### WHAT TO WORK ON
Copy, exactly and without additions, every line in the records below from the one holding "Annotation task. Serialize" through the one holding "Transcribe the names", both ends included.

--- DATA SHOWN ---

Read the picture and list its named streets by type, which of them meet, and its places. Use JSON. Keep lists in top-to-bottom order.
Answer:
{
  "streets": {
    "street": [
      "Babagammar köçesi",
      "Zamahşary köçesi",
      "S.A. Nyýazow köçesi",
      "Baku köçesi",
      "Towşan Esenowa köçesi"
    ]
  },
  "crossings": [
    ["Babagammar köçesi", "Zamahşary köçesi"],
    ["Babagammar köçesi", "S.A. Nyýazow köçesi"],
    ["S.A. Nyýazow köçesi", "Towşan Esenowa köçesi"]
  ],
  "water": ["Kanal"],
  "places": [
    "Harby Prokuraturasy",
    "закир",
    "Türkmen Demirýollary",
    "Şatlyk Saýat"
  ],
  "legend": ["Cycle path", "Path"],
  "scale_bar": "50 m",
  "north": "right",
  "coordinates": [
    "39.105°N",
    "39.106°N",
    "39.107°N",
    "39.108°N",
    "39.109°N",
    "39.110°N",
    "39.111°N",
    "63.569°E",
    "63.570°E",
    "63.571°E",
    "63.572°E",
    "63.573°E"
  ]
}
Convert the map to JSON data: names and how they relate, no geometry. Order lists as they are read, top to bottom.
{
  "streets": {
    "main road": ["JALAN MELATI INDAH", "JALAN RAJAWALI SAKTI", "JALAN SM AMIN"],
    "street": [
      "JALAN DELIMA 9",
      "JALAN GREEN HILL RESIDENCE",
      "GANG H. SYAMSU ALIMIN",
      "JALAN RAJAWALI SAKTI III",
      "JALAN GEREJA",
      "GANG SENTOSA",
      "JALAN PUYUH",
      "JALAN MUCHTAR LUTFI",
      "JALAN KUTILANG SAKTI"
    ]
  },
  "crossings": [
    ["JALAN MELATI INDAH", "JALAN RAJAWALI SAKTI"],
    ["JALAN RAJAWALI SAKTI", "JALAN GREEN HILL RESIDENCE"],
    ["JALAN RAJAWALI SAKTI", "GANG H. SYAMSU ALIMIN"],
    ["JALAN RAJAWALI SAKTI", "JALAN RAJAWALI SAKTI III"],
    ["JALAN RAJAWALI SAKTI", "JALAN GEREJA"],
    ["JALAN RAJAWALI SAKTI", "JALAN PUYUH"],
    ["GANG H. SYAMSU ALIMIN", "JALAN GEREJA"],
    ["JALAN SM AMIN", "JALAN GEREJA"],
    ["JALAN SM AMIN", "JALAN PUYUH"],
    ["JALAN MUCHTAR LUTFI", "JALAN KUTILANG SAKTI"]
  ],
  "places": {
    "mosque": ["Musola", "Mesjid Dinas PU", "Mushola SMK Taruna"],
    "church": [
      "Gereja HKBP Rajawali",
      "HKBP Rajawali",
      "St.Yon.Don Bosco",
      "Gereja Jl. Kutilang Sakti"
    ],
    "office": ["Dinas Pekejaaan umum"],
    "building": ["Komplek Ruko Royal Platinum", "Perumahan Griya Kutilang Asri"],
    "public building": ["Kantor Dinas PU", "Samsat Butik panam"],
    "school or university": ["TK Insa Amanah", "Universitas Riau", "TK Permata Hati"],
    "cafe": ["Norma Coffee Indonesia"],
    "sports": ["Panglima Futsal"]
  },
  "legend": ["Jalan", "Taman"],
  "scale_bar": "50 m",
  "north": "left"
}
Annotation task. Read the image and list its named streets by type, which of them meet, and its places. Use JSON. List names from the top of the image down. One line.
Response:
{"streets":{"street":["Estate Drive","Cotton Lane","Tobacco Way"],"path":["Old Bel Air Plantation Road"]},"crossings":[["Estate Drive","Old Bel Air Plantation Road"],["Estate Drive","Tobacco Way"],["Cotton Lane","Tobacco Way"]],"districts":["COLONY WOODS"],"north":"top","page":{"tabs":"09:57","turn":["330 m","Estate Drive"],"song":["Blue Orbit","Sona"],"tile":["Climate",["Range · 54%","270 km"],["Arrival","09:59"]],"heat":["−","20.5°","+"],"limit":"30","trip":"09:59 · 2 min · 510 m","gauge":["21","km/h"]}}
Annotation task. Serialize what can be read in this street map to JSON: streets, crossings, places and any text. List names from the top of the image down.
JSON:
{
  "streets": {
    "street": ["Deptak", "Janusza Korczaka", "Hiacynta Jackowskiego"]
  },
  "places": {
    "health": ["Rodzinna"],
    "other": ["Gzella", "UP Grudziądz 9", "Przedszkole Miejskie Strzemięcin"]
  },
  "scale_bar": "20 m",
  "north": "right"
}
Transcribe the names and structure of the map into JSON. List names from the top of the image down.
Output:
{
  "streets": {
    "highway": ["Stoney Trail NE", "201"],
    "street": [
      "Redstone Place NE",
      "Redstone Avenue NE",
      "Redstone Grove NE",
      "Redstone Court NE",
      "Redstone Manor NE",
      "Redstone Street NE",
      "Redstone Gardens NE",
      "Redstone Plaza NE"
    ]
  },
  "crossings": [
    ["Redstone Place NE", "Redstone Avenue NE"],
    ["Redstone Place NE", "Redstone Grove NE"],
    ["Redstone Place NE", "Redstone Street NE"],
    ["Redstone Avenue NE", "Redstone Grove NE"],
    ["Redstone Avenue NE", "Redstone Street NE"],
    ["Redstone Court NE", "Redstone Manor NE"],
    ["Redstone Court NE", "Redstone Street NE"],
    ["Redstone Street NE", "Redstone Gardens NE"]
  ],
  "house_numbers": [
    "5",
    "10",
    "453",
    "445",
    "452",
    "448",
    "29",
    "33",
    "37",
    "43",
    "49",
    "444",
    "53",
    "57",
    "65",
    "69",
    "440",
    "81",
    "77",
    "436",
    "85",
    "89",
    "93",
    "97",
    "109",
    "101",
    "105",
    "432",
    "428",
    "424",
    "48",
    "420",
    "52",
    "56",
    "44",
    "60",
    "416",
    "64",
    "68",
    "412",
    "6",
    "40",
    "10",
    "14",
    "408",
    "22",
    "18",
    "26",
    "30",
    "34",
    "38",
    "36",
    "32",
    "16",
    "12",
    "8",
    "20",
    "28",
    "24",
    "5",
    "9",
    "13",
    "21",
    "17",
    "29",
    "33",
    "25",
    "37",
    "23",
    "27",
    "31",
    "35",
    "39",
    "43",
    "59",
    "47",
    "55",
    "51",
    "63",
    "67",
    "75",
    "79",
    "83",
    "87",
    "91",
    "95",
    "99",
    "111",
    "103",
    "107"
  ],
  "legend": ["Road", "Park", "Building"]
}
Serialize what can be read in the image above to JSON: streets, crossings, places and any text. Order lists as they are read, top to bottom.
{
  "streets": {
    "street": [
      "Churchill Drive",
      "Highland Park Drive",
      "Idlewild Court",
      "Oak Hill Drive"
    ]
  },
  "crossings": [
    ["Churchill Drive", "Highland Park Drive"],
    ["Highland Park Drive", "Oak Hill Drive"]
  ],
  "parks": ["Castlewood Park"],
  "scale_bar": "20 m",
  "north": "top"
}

---

### RESPONSE TO THIS TASK
Annotation task. Serialize what can be read in this street map to JSON: streets, crossings, places and any text. List names from the top of the image down.
JSON:
{
  "streets": {
    "street": ["Deptak", "Janusza Korczaka", "Hiacynta Jackowskiego"]
  },
  "places": {
    "health": ["Rodzinna"],
    "other": ["Gzella", "UP Grudziądz 9", "Przedszkole Miejskie Strzemięcin"]
  },
  "scale_bar": "20 m",
  "north": "right"
}
Transcribe the names and structure of the map into JSON. List names from the top of the image down.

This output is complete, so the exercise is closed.